Caméléon, Imen Lahmar dégaine ses vannes en français, en anglais, parfois en dialecte tunisien et revendique même, dans sa bio Instagram, de pouvoir parler en urdu si elle le souhaite. A New York, où elle a débuté sur scène, elle se moque des Parisiens, tellement cyniques comparés à l’amabilité extrême – voire superficielle – des Américains ; à Tunis, des coiffeuses aux jugements un peu trop intrusifs ; et à Paris, de ses potes « blancs » qui lui réclament des gâteaux de l’Aïd parce qu’elle est Tunisienne.

Elle-même dit ne pas avoir de tabou, quelle que soit la culture dans laquelle elle évolue. « Je suis musulmane mais pas d’inquiétude, je prends aussi de l’ecsta, je fais partie des plus cool ! », lance-t-elle ainsi dans l’un de ses spectacles new-yorkais.

 

« J’avais peur de décevoir mes proches »

 

Elevée entre le pavillon familial du Val-de-Marne et les vacances sur la côte tunisienne, elle cultive sa binationalité et son attachement à la Tunisie, mais s’inspire rarement du thème de l’immigration pour ses sketchs. Une façon de se démarquer de certains de ses aînés. « Je me sens complètement française lorsque je suis en France et tunisienne en Tunisie, donc même si c’était une très belle période de l’humour avec Gad Elmaleh ou Jamel Debbouze autour de cette génération issue de l’immigration, aujourd’hui c’est bien aussi d’aller vers autre chose », explique-t-elle.

Et si dans ses spectacles, elle fait parfois référence à ses origines, c’est pour mieux se moquer de croyances farfelues, comme lorsqu’elle prétend que sa mère a voulu lui présenter un « guérisseur », sorte de charlatan supposé la guérir de son incapacité à trouver un mari. Ses blagues tournent autour des maux de la société, l’hypersensibilité, la crise sanitaire, la fatigue du couple ou encore les pressions culturelles.
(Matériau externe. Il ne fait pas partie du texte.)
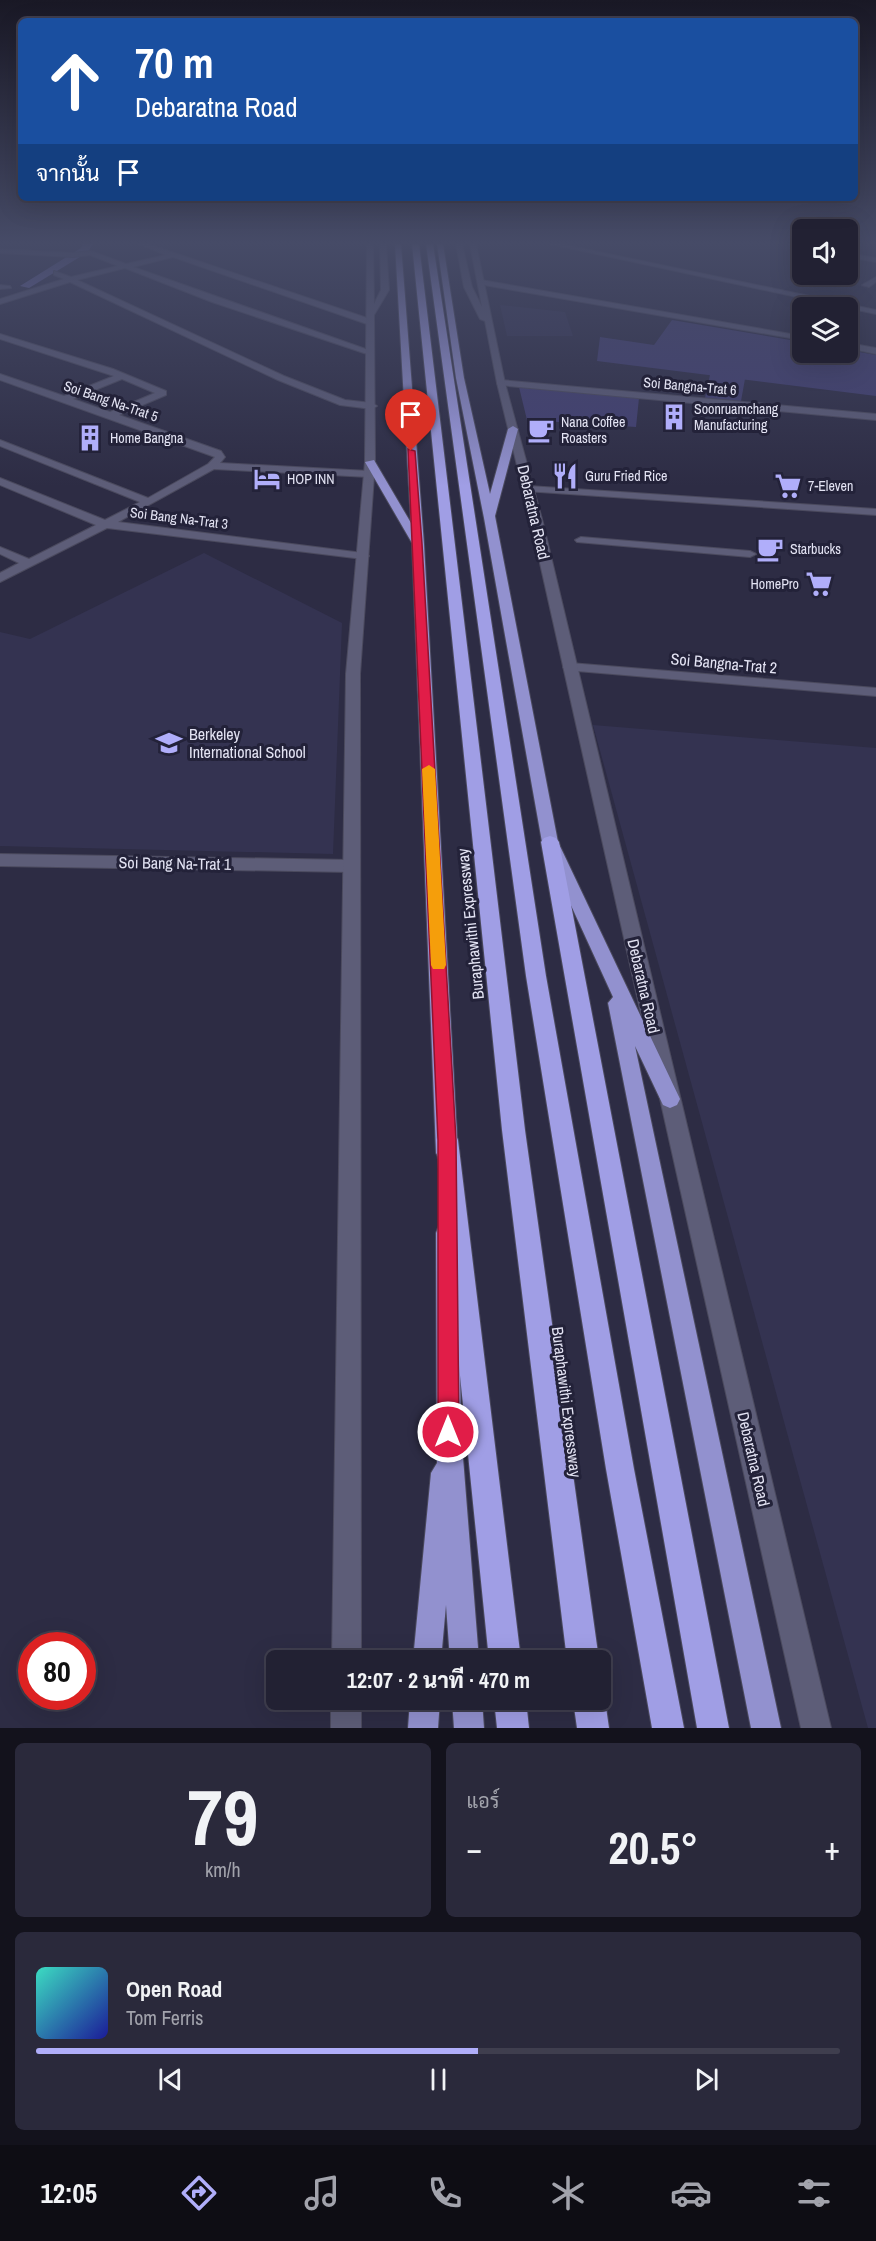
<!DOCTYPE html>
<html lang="th">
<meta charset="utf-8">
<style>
:root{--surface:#222133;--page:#2a293b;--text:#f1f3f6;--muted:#a2a3ac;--line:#3f3e4e;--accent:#b0aefa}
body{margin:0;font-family:"Archivo Narrow",Sarabun,sans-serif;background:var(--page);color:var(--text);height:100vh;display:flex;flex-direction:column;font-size:22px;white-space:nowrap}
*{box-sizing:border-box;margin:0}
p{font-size:20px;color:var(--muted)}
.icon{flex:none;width:33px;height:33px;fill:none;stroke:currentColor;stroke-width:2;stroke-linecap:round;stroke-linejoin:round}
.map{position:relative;height:1728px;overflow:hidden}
.details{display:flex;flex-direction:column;gap:15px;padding:15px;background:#13121c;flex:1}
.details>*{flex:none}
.guide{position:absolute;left:18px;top:18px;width:840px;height:183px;border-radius:9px;box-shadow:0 6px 24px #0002,0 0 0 2px var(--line);background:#1a4fa0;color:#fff;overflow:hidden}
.tools{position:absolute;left:792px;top:219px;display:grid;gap:12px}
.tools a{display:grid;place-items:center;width:66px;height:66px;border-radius:9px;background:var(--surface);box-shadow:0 6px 24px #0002,0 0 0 2px var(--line);font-size:30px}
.speed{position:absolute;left:18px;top:1632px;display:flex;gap:12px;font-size:30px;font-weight:700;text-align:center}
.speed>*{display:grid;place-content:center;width:78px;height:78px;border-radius:50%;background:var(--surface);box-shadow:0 6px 24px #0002,0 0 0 2px var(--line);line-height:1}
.speed .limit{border:9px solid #d22;background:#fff;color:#111}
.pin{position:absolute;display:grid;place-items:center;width:51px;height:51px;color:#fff;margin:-62px -26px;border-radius:50% 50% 50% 0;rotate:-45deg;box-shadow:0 0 6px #0007}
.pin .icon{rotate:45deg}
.me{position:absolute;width:66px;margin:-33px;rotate:0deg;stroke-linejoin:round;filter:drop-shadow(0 0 4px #0008)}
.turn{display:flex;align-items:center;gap:21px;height:126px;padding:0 18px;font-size:27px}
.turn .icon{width:78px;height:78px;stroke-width:2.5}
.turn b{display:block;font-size:42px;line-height:51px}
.then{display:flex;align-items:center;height:57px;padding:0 18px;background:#0003;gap:12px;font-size:22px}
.big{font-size:45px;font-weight:800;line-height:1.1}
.details .widget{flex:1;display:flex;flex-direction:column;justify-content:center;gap:9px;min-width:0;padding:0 21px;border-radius:9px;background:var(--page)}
.details .dial{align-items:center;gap:0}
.dial b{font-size:78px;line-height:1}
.song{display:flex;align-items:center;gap:18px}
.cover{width:72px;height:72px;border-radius:9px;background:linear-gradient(135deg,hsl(170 70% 55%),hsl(240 70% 35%))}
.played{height:6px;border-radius:3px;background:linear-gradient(90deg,var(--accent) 55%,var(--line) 55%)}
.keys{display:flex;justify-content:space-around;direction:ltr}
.heat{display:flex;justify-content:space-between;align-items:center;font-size:33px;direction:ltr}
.details .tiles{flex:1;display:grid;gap:15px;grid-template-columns:1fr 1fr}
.widget:last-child{grid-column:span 2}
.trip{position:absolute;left:266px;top:1650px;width:345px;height:60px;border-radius:9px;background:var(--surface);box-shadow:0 6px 24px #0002,0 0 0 2px var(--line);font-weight:800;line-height:60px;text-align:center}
.dock{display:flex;height:96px;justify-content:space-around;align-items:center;background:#0e0d14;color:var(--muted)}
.dock .icon{width:42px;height:42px}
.dock .on{color:var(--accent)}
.dock b{font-size:27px;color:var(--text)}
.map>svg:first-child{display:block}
</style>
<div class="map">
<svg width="876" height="1728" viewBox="0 0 876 1728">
<rect width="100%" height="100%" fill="#2d2c44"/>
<path fill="#343351" d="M500,305l65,7 8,24h-66z
M204,553l138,70 -9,231 -333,-8v-214l30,7z
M593,725l283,23v980h-8z"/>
<path fill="#423f72" d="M672,320l130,22v10h46v-2l28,5v41l-279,-35 3,-24 54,8z
M710,375l35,4 -4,22 -36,-3z
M519,387l120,11 -3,29 -109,-7z"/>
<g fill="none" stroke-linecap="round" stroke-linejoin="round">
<path fill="#716db1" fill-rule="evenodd" d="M83,244h10l-5,8 -59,36 -9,-2 61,-38z"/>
<g stroke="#4b4a5e" stroke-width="2">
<path id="minor" d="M139,244h9l225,76v4h-6l-194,-67 -40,10 241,85 -7,2 -155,-52 -87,-34 -48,12 207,96 61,24 27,3 5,3 -5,3 -32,-4 -62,-25 -208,-98 -70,22v-5l64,-20 -10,-4v-4l17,6 47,-11 -28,-11 -17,2 -73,-4v-4l73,4 18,-2 35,13 40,-9z
M550,244h11l315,66v4z
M788,244h14v4l-13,-3z
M848,253l28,5v4l-28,-5z
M876,277v5l-7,5 -7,-2z
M481,280l321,56v4l-324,-56z
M0,285l10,1 1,2 -11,1z
M0,334l113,35 53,22v4l-47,20 102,36 4,6 -5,6 149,8 5,3 -5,3 -155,-8 -96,53 245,31 6,3 -6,3 -256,-31 -107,54v-9l19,-10 -19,-9v-7l29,12 67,-34 -96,-40v-7l105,42 35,-18 -140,-56v-6l148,58 60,-34 7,-7 -215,-77v-6l64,22 50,-20 -114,-37zM122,379l33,14 -45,19 -37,-13z
M848,343l28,5v6l-28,-6z
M501,380l375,34v6l-378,-35 -1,-2z
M529,486l347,23v6l-351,-24 -1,-2z
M581,537l169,14 6,3 -6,3 -173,-15 -2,-2z
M570,663l306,25v8l-311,-26 -2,-3 2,-3z
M0,854l350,6 6,2 2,4 -2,4 -6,2 -350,-6z"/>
</g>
<g stroke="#4b4a5e" stroke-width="2">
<path id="secondary" d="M367,244h6l1,60 7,-14 -1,-46h6l3,46 -15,25 1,147 -15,212 1,986h-29l14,-986 19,-212z
M456,244h6l10,43 10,20 -12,-63h6l29,139 38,140 288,1205h-30l-270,-1205 -34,-140 -12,-62 -5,-2 -16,-32z
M331,1700h30v28h-30z"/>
</g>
<g stroke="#4b4a5e" stroke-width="2">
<path id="trunk" d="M395,244h6l23,300 34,609 -4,7 -7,2 -7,-2 -4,-7 -24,-610 -47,-81 9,-2 37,63z
M437,244h6l21,134 26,116 18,-65 5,-3 5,3 -23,87 63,326 122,257 -3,6 -7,3 -7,-3 -28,-59 146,682h-30l-143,-725 5,-6 -71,-155 -58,-324 -28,-140z
M447,1222l8,3 3,8 3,199 18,228h-29l-4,-55 -5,55h-28l18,-187 6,-10 -1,-230 3,-8z
M410,1700h30l-2,28h-30z
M452,1700h30l2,28h-30z"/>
</g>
<g stroke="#4b4a5e" stroke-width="2">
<path id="motorway" d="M412,244h7l106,886 74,530h-32l-65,-530z
M426,244h7l113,732 88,493 50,259h-32l-46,-259 -80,-493z
M550,836l6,2 3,4 170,886h-32l-156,-886 3,-4z
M447,1130l8,3 3,7 63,520h-32l-53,-520 3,-7z
M600,1688l5,12 4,28h-32l-4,-28h27z
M494,1700h32l3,28h-32z"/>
</g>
<use href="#minor" fill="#5d5d78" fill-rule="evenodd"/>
<use href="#secondary" fill="#5d5d78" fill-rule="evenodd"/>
<use href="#trunk" fill="#9291cf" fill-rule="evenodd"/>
<use href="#motorway" fill="#a09ee5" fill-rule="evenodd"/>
</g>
<linearGradient id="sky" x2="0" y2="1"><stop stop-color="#191825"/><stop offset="0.5" stop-color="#464b67"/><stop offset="1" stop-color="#464b67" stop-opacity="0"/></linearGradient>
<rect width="876" height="486" fill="url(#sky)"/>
<path fill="#e11d48" stroke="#92132f" stroke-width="1.5" d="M408,449l7,2 7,93 34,596 3,292 -3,7 -8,3 -7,-3 -3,-7v-292z"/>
<path fill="#f59e0b" d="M429,765l6,4 11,196 -2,4h-11l-2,-4 -9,-196z"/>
<defs>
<g id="building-bare" transform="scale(2.07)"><path d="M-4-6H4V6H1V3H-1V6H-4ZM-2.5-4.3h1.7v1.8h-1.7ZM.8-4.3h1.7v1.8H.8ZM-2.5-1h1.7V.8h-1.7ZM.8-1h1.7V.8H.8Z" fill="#b0aefa" stroke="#232239" stroke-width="2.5" paint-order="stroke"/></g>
<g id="cafe-bare" transform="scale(2.07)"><path d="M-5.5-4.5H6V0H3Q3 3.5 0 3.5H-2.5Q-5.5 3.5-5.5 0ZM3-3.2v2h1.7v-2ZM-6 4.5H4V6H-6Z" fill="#b0aefa" stroke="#232239" stroke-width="2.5" paint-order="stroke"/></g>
<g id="restaurant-bare" transform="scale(2.07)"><path d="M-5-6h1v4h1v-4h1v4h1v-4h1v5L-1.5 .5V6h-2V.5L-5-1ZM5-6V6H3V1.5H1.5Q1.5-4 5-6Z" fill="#b0aefa" stroke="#232239" stroke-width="2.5" paint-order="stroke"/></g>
<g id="hotel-bare" transform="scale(2.07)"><path d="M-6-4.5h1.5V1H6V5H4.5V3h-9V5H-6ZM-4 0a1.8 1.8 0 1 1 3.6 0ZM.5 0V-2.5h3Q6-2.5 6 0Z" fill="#b0aefa" stroke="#232239" stroke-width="2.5" paint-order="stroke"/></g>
<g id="supermarket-bare" transform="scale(2.07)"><path d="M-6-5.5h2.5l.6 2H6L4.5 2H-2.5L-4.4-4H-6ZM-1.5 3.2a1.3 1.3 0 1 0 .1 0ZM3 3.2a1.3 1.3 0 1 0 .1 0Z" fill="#b0aefa" stroke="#232239" stroke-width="2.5" paint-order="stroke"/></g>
<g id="school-bare" transform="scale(2.07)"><path d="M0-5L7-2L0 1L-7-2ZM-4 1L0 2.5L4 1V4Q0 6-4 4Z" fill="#b0aefa" stroke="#232239" stroke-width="2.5" paint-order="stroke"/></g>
</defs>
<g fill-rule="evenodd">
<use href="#building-bare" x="674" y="417"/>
<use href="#cafe-bare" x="541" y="430"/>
<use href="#building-bare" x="90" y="438"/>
<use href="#restaurant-bare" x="565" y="476"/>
<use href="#hotel-bare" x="267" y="479"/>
<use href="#supermarket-bare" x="788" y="486"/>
<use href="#cafe-bare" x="770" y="549"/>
<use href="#supermarket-bare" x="819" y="584"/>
<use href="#school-bare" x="169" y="743"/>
</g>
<g text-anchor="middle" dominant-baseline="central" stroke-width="6" stroke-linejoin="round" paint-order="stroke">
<g font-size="14" fill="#e3e3f3" stroke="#232239">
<text transform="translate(690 386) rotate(5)">Soi Bangna-Trat 6</text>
<text transform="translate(111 401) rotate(19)">Soi Bang Na-Trat 5</text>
<text transform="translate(179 518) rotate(7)">Soi Bang Na-Trat 3</text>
</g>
<g font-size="14" fill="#e3e3f3" stroke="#232239" text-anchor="start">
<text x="694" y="409">Soonruamchang<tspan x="694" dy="16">Manufacturing</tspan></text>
<text x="561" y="422">Nana Coffee<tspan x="561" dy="16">Roasters</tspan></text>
<text x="110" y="438">Home Bangna</text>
<text x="585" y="476">Guru Fried Rice</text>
<text x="287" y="479">HOP INN</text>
<text x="808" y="486">7-Eleven</text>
<text x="790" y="549">Starbucks</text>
<text x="799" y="584" text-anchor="end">HomePro</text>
</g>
<g font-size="16" fill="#e3e3f3" stroke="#232239">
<text transform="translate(534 512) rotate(77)">Debaratna Road</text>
<text transform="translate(724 663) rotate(5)">Soi Bangna-Trat 2</text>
<text transform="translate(175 863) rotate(1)">Soi Bang Na-Trat 1</text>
<text transform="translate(470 924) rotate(-96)">Buraphawithi Expressway</text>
<text transform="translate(644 986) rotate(77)">Debaratna Road</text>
<text transform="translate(567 1402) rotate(83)">Buraphawithi Expressway</text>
<text transform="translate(754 1459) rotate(77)">Debaratna Road</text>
</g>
<g font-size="16" fill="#e3e3f3" stroke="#232239" text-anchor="start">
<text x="189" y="734">Berkeley<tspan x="189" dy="18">International School</tspan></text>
</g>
</g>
</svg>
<div class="tools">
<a><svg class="icon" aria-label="sound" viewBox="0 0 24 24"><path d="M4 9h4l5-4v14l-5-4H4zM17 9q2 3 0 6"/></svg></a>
<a><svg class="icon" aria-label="layers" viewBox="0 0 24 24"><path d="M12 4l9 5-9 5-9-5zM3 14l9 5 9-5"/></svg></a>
</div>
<div class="speed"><div class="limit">80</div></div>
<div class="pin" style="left:411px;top:451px;background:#d93025"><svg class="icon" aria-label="arrive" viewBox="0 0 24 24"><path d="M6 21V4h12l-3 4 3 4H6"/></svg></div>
<svg class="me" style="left:448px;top:1432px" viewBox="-20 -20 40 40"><circle r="17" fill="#e11d48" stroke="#fff" stroke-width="3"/><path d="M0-11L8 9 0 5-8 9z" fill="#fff"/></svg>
<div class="trip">12:07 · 2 นาที · 470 m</div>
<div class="guide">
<div class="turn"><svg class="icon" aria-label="ahead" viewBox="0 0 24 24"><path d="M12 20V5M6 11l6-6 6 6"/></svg><div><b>70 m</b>Debaratna Road</div></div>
<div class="then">จากนั้น<svg class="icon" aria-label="arrive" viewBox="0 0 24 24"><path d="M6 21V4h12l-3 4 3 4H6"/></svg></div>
</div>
</div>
<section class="details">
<div class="tiles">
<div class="widget dial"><b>79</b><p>km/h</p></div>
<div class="widget"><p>แอร์</p>
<div class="heat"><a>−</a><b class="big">20.5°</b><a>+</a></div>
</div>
<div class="widget">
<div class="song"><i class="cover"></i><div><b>Open Road</b><p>Tom Ferris</p></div></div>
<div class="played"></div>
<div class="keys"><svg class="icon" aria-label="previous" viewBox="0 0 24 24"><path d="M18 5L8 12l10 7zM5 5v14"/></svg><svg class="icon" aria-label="pause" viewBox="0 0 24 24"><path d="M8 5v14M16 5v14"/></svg><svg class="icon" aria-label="next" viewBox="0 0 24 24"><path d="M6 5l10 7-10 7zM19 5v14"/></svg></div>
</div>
</div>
</section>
<nav class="dock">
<b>12:05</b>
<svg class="icon on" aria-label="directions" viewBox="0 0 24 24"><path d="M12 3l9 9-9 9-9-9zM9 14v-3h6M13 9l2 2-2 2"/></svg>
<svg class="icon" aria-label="music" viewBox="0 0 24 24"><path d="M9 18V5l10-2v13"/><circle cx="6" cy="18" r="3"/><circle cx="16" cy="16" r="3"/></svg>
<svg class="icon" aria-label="phone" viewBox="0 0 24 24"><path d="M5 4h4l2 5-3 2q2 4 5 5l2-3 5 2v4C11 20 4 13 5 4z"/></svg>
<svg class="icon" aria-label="climate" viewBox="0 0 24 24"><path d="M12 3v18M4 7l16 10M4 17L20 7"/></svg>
<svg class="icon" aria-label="car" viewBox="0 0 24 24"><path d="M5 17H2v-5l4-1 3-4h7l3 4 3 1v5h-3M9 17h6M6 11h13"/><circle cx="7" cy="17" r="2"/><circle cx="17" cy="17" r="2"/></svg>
<svg class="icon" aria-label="filters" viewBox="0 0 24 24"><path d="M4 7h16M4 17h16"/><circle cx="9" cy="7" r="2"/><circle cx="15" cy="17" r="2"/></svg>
</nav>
Elle s’inspire des récits de ses amis en couple, « qui viennent toujours se plaindre à moi, dit-elle, alors que je suis célibataire ».

 

Contrairement à d’autres artistes de stand-up qui, au sommet de leur carrière, vont tenter leur chance aux Etats-Unis, elle a fait le chemin inverse en commençant à New York en 2018. « C’était vraiment une initiation, le public est assez empathique avec l’humoriste, il respecte le fait que ce ne soit pas un exercice facile de monter sur scène », explique Imen Lahmar, qui a travaillé plusieurs années comme consultante médias avant d’oser se lancer pour de bon.

Elle passe par Montréal avant de revenir en France en 2019 et d’enchaîner les clubs, en catimini, pour roder sa performance. « C’était assez difficile. Il fallait repartir de zéro, écrire en français, faire face à un autre public. Je ne voulais pas trop que mes proches sachent ce que je faisais, j’avais peur de décevoir. »

 

Mélanger des humoristes francophones

 

En prise au doute et aux remises en question, et alors qu’elle se retrouve privée de scène pendant la pandémie, elle développe l’idée d’une résidence d’humoristes, « un peu à la manière de celles pour l’écriture ou la musique ». Elle veut apprendre à « mieux structurer certains procédés humoristiques, prendre de la hauteur » et ne pas juste se contenter de « l’évaluation du public, même si elle reste la plus importante ». Le projet, nommé « Farahni » (« rends-moi heureux », en dialecte tunisien), s’est matérialisé en mai à Tunis.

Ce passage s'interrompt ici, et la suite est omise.